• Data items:
=== Begin Enclosure ===

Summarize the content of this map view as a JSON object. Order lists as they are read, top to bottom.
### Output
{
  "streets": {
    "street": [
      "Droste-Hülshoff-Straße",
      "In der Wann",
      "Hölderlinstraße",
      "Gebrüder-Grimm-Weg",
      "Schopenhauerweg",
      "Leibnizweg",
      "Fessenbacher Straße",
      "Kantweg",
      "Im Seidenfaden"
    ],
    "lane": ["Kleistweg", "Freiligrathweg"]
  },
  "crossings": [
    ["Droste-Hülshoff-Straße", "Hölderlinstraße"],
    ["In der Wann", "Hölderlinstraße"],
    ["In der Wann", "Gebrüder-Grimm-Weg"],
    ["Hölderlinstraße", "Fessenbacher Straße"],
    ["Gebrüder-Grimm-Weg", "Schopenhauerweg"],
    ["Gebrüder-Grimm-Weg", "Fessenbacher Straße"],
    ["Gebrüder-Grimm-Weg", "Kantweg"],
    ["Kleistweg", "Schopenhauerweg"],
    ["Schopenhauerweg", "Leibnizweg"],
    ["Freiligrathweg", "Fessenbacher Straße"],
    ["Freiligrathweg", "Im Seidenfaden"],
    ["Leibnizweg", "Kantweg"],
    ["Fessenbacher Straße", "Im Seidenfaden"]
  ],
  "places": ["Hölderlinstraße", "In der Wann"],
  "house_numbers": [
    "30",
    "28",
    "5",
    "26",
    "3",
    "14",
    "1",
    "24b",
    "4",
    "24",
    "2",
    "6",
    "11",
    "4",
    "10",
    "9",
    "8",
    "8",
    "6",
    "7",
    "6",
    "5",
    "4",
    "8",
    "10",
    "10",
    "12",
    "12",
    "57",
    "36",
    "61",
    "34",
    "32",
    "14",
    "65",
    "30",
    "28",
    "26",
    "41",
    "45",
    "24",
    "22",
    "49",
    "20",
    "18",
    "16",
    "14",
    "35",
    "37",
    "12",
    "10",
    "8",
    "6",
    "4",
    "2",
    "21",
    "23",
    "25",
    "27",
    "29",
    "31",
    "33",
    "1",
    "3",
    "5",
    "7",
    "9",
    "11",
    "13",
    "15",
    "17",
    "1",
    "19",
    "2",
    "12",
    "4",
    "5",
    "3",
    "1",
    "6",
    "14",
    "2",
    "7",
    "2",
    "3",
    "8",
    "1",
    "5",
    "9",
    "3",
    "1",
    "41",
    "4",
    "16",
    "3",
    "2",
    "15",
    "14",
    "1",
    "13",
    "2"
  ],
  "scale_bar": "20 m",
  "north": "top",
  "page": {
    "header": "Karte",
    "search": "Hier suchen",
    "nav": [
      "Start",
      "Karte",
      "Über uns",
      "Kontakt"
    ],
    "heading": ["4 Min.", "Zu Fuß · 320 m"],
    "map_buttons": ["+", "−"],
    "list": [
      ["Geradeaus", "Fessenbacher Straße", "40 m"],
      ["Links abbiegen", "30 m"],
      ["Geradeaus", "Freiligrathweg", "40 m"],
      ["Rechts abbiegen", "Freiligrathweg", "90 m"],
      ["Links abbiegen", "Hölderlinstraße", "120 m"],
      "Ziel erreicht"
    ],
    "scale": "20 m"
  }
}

=== End Enclosure ===

• ASSIGNED TASK:
Over all the entries, say how many lines hold the string "Schopenhauerweg". The reply is the number alone.

• SOLVED EXERCISE:
4